Concepts
In this section, you would know the core concepts of PyDolphinScheduler.
Process Definition
Process definition describe the whole things except tasks and tasks dependence, which including name, schedule interval, schedule start time and end time. You would know scheduler
Process definition could be initialized in normal assign statement or in context manger.
# Initialization with assign statement
pd = ProcessDefinition(name="my first process definition")
# Or context manger
with ProcessDefinition(name="my first process definition") as pd:
pd.submit()
Process definition is the main object communicate between PyDolphinScheduler and DolphinScheduler daemon. After process definition and task is be declared, you could use submit and run notify server your definition.
If you just want to submit your definition and create workflow, without run it, you should use attribute submit. But if you want to run the workflow after you submit it, you could use attribute run.
# Just submit definition, without run it
pd.submit()
# Both submit and run definition
pd.run()
Schedule
We use parameter schedule determine the schedule interval of workflow, PyDolphinScheduler support seven asterisks expression, and each of the meaning of position as below
* * * * * * *
┬ ┬ ┬ ┬ ┬ ┬ ┬
│ │ │ │ │ │ │
│ │ │ │ │ │ └─── year
│ │ │ │ │ └───── day of week (0 - 7) (0 to 6 are Sunday to Saturday, or use names; 7 is Sunday, the same as 0)
│ │ │ │ └─────── month (1 - 12)
│ │ │ └───────── day of month (1 - 31)
│ │ └─────────── hour (0 - 23)
│ └───────────── min (0 - 59)
└─────────────── second (0 - 59)
Here we add some example crontab:
0 0 0 * * ? *: Workflow execute every day at 00:00:00.
10 2 * * * ? *: Workflow execute hourly day at ten pass two.
10,11 20 0 1,2 * ? *: Workflow execute first and second day of month at 00:20:10 and 00:20:11.
Tenant
Tenant is the user who run task command in machine or in virtual machine. it could be assign by simple string.
#
pd = ProcessDefinition(name="process definition tenant", tenant="tenant_exists")
Note
Make should tenant exists in target machine, otherwise it will raise an error when you try to run command
Tasks
Task is the minimum unit running actual job, and it is nodes of DAG, aka directed acyclic graph. You could define what you want to in the task. It have some required parameter to make uniqueness and definition.
Here we use pydolphinscheduler.tasks.Shell()
as example, parameter name and command is required and must be provider.

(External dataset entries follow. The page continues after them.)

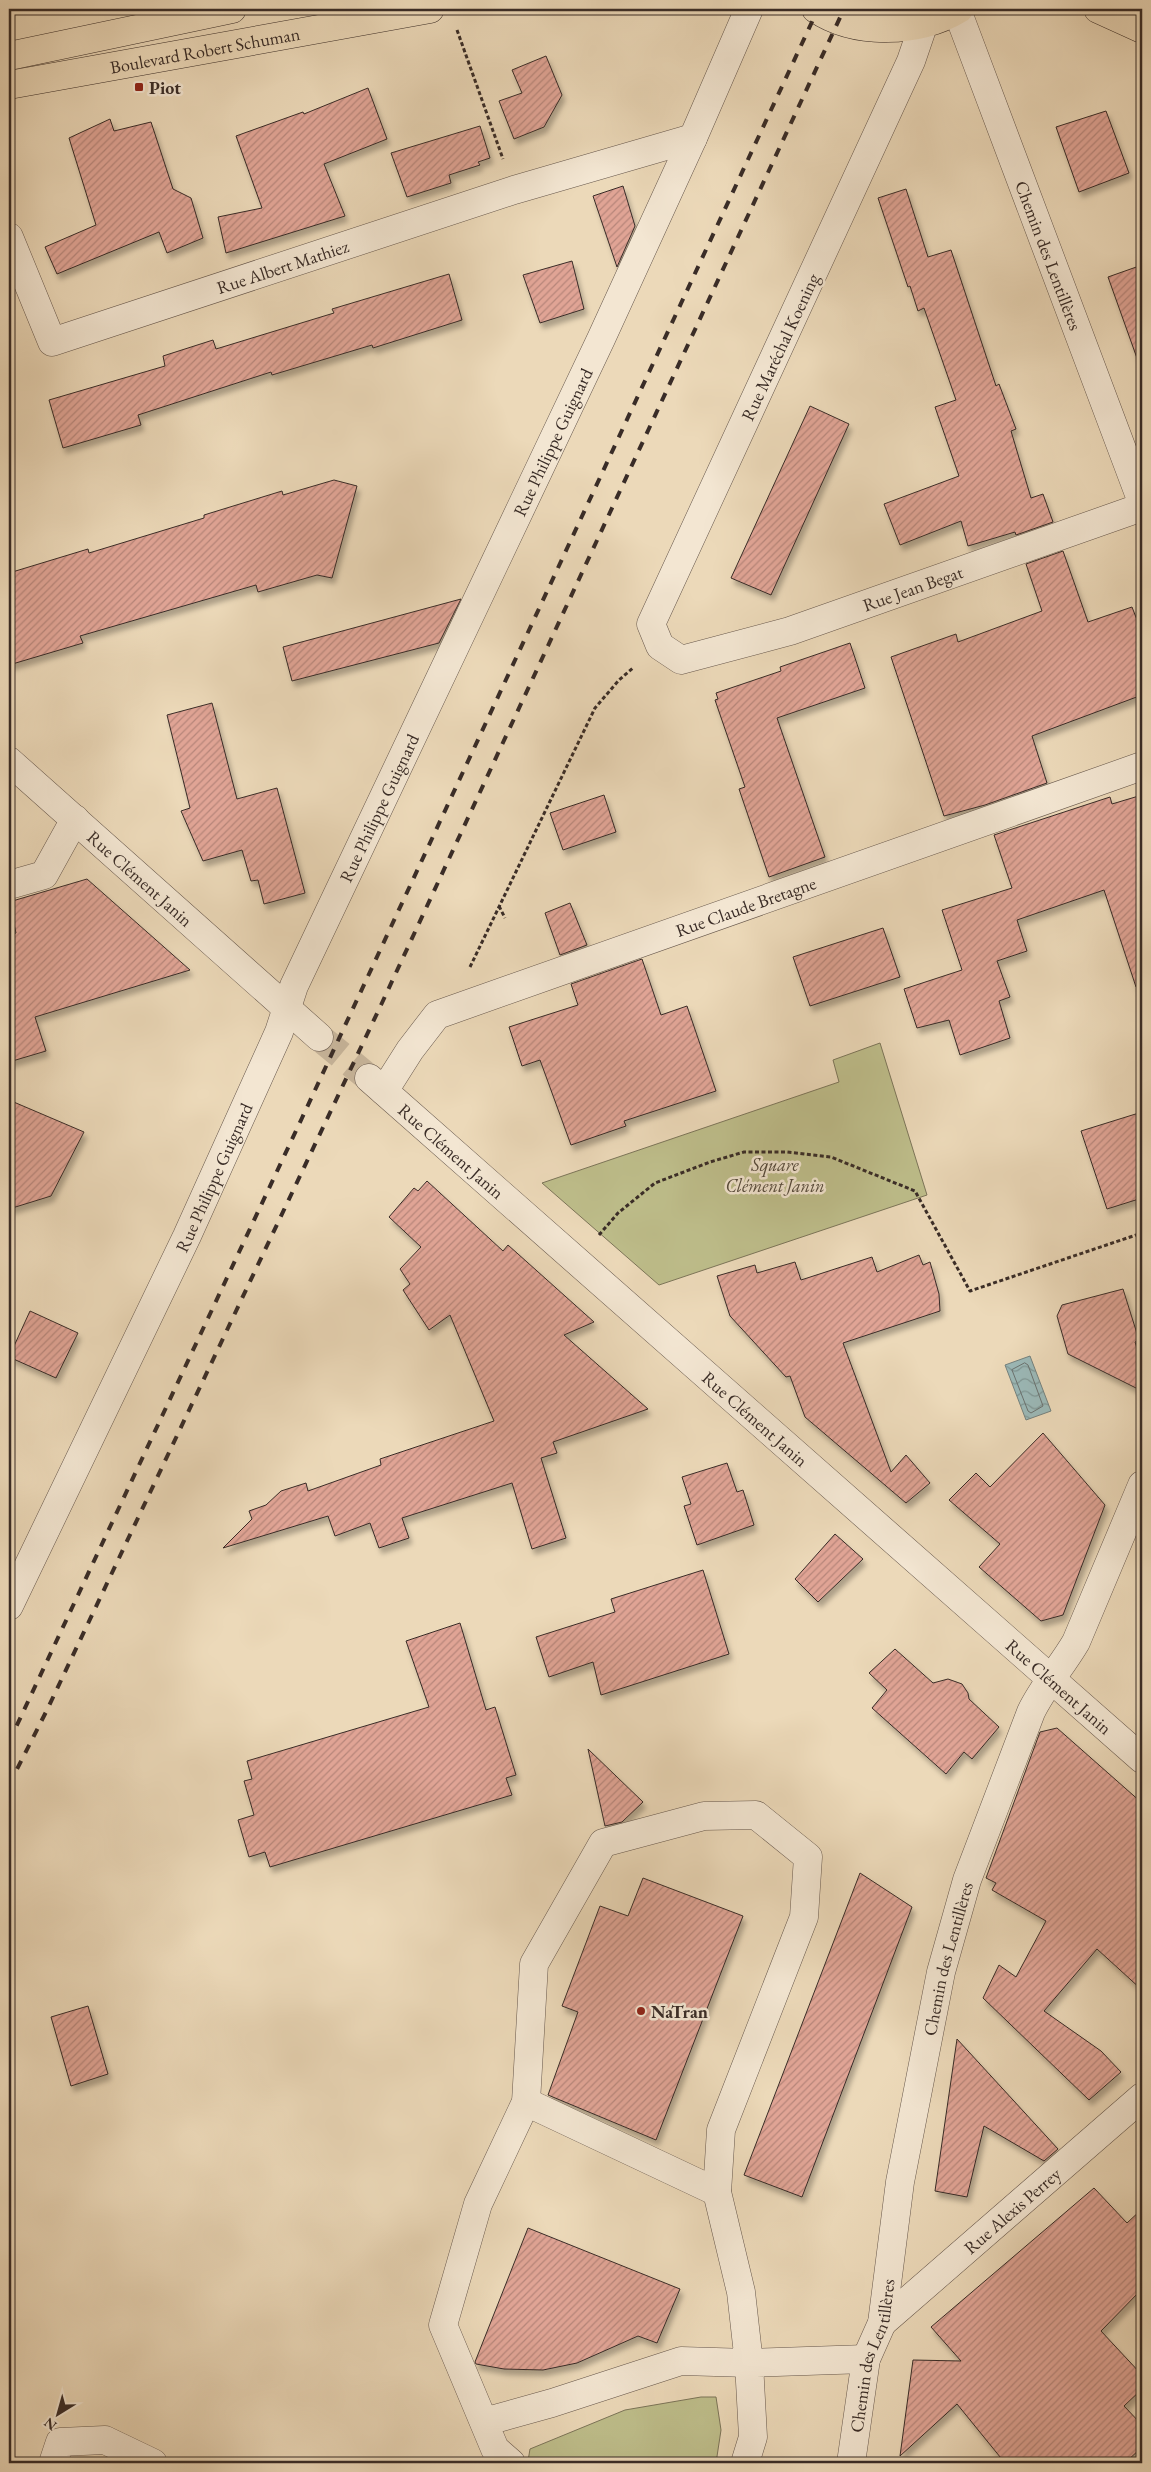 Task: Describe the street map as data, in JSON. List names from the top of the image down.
{
  "streets": {
    "main road": ["Boulevard Robert Schuman"],
    "street": [
      "Chemin des Lentillères",
      "Rue Albert Mathiez",
      "Rue Maréchal Koening",
      "Rue Philippe Guignard",
      "Rue Jean Begat",
      "Rue Clément Janin",
      "Rue Claude Bretagne",
      "Rue Alexis Perrey"
    ]
  },
  "crossings": [
    ["Chemin des Lentillères", "Rue Clément Janin"],
    ["Chemin des Lentillères", "Rue Alexis Perrey"],
    ["Rue Albert Mathiez", "Rue Philippe Guignard"],
    ["Rue Maréchal Koening", "Rue Jean Begat"],
    ["Rue Philippe Guignard", "Rue Clément Janin"],
    ["Rue Clément Janin", "Rue Claude Bretagne"]
  ],
  "parks": ["Square Clément Janin"],
  "places": {
    "transit": ["Piot"],
    "other": ["NaTran"]
  },
  "north": "bottom left"
}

Parameter
name set name to the task, and parameter command declare the command you wish to run in this task.
# We named this task as "shell", and just run command `echo shell task`
shell_task = Shell(name="shell", command="echo shell task")
If you want to see all type of tasks, you could see Tasks.
Tasks Dependence
You could define many tasks in on single Process Definition. If all those task is in parallel processing, then you could leave them alone without adding any additional information. But if there have some tasks should not be run unless pre task in workflow have be done, we should set task dependence to them. Set tasks dependence have two mainly way and both of them is easy. You could use bitwise operator >> and <<, or task attribute set_downstream and set_upstream to do it.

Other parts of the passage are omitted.